Bitcoin & Ethereum Immune to 51% Attacks 🧿
New research from Coin Metrics suggests It is no longer viable for nation-states to destroy the Bitcoin and Ethereum network via 51% attacks due to the astronomical costs required to do so.
The Key Points
What is a 51% attack? In Proof-of-Work (PoW) blockchains like Bitcoin and Ethereum (before its upcoming switch to Proof-of-Stake), a malicious actor who controls over 51% of the mining power can disrupt the network in various ways, potentially reversing transactions or preventing new ones.
Why were nation-states considered a threat? Nation-states with vast resources were previously seen as potential actors capable of launching such attacks.
Coin Metrics' findings: The research revealed that the hashrate (mining power) of both Bitcoin and Ethereum has grown significantly, making it prohibitively expensive for any single entity, even a nation-state, to acquire enough mining power to launch a successful 51% attack.
The estimated cost: For Bitcoin is in the tens of billions of dollars, while for Ethereum, it's even higher.

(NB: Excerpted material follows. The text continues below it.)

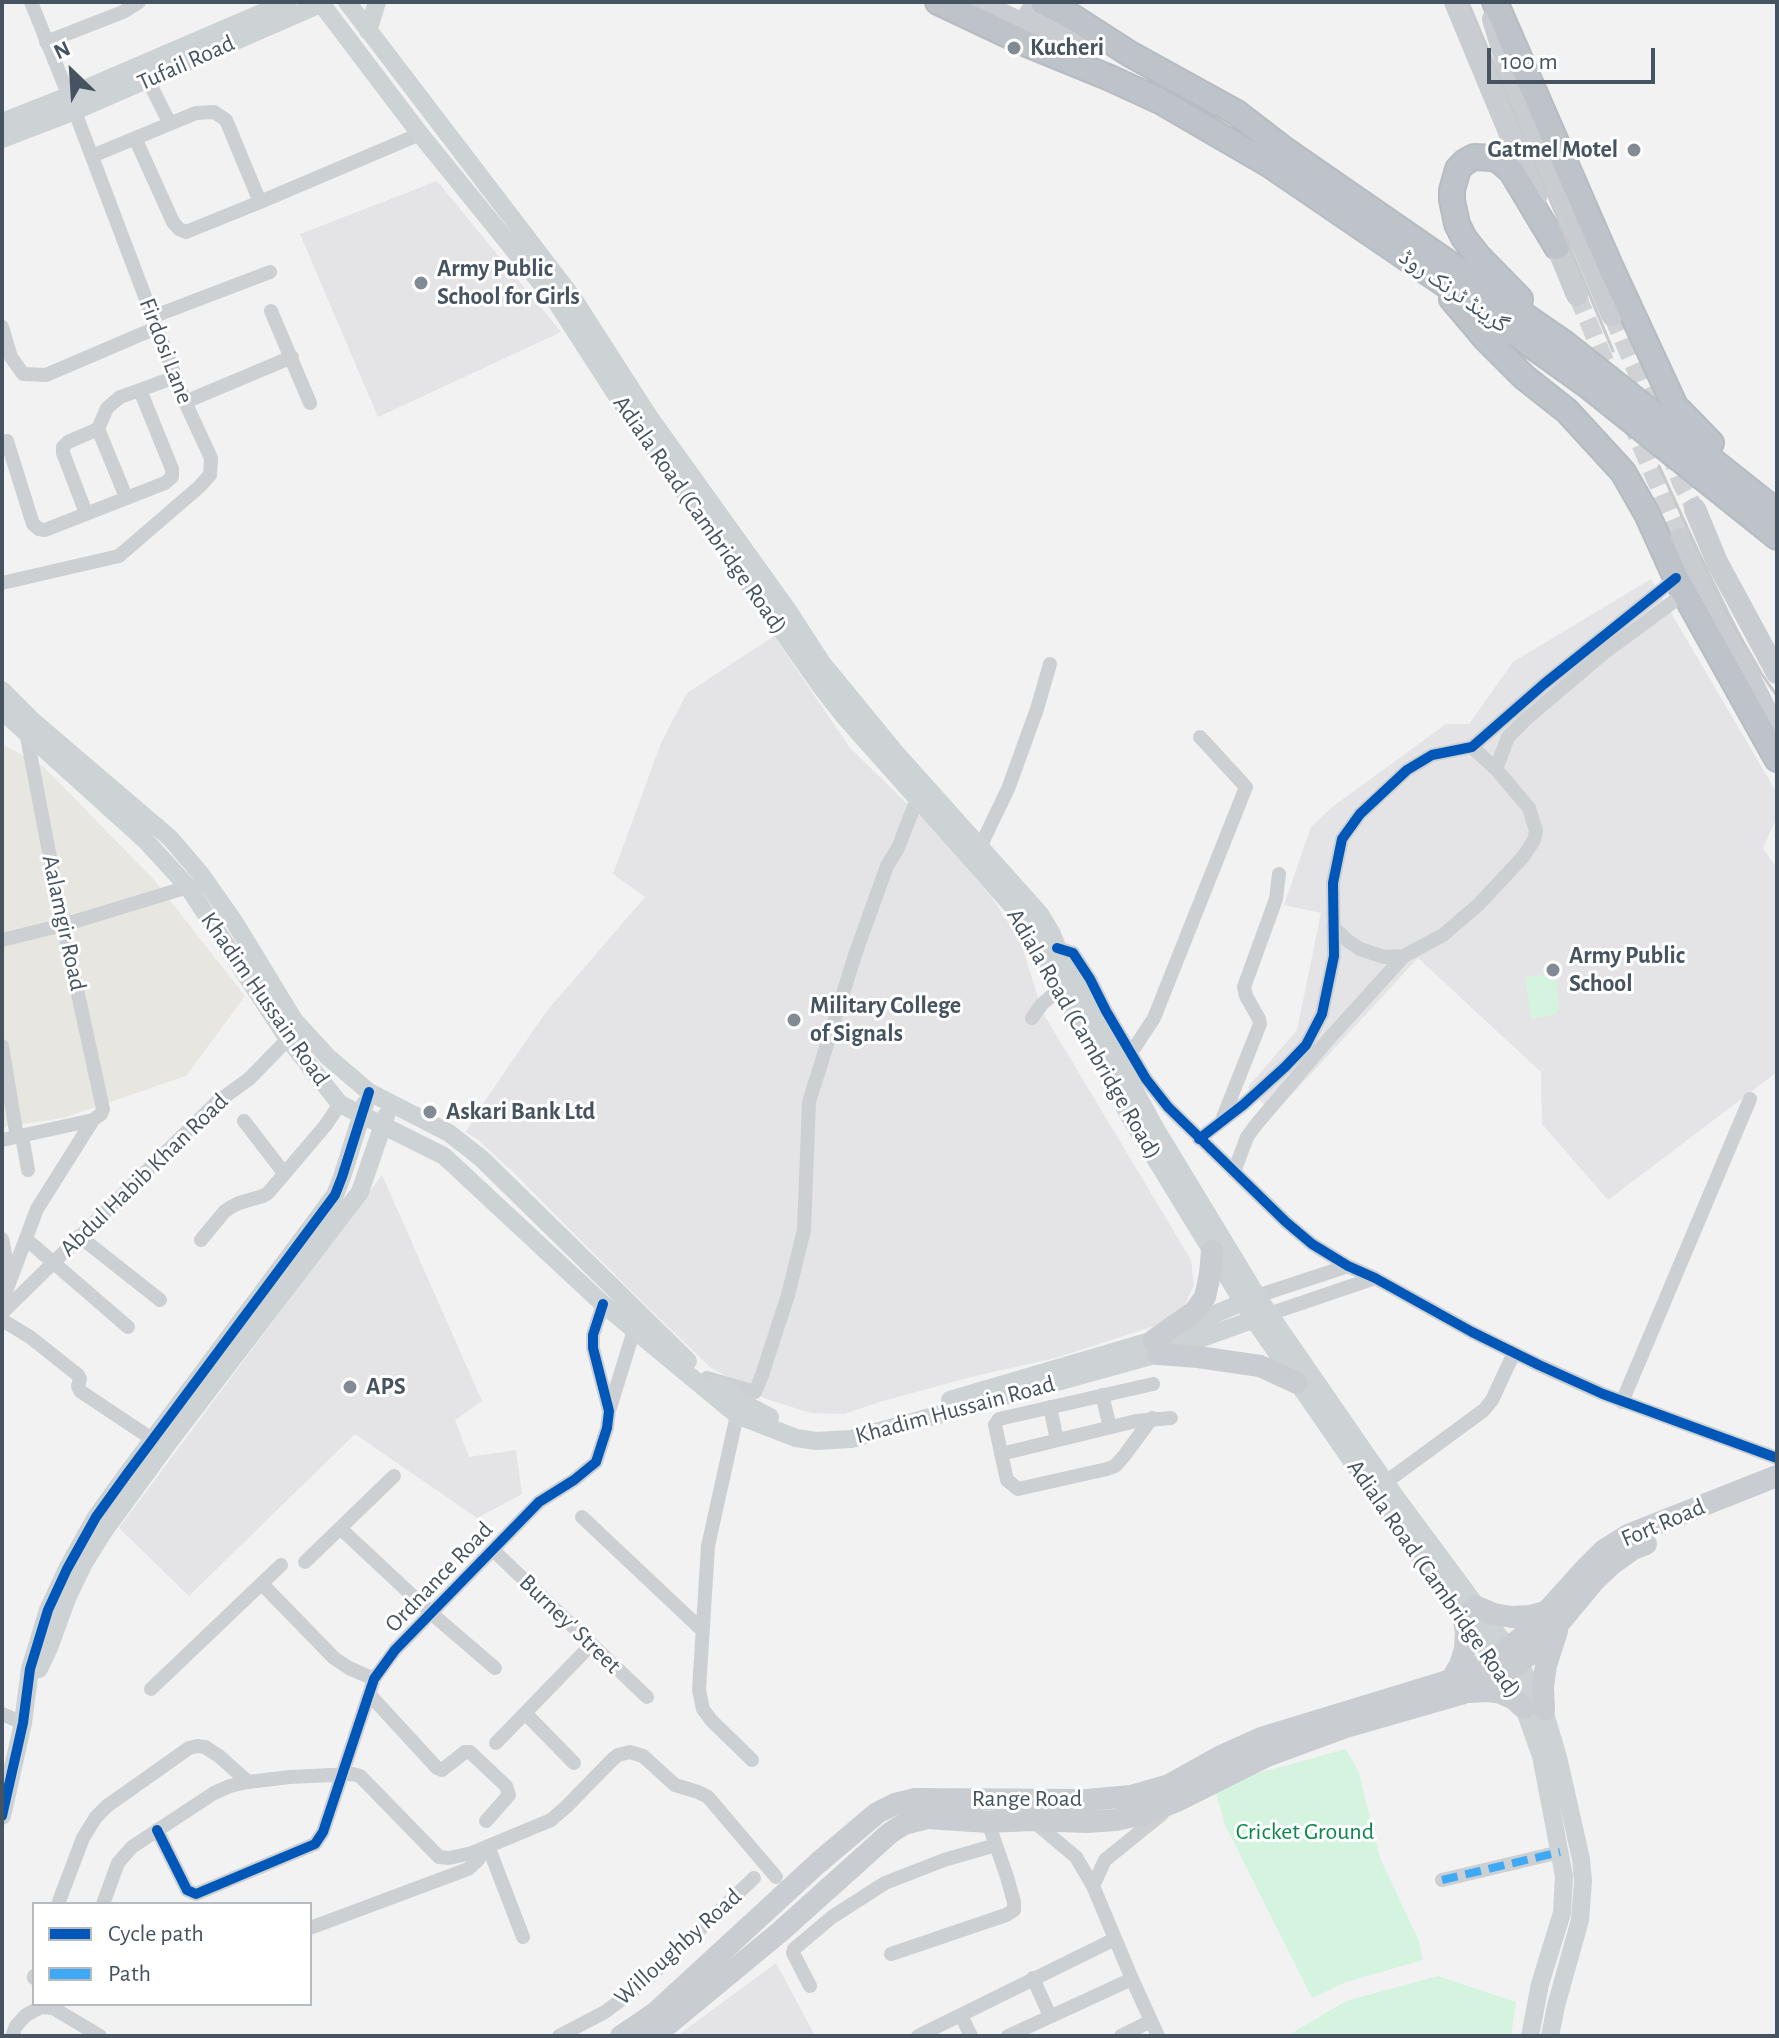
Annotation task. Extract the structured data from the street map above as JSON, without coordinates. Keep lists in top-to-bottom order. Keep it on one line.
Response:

Implications: This news provides reassurance to investors and users of Bitcoin and Ethereum, suggesting their networks are more secure than previously thought against large-scale attacks.
The Surfer 🏄
Sky Mavis reduces Ronin DEX liquidity rewards by 50% to save $5.72 million in expenses due to the surge in RON token prices.
The UK Financial Conduct Authority (FCA) is cracking down on cryptocurrency advertisements, issuing warnings to 450 crypto firms for violating advertising rules and banning one firm indefinitely.
Ethiopia teams up with a Hong Kong company to build a $250 million data centre, potentially opening the door to state-backed crypto mining.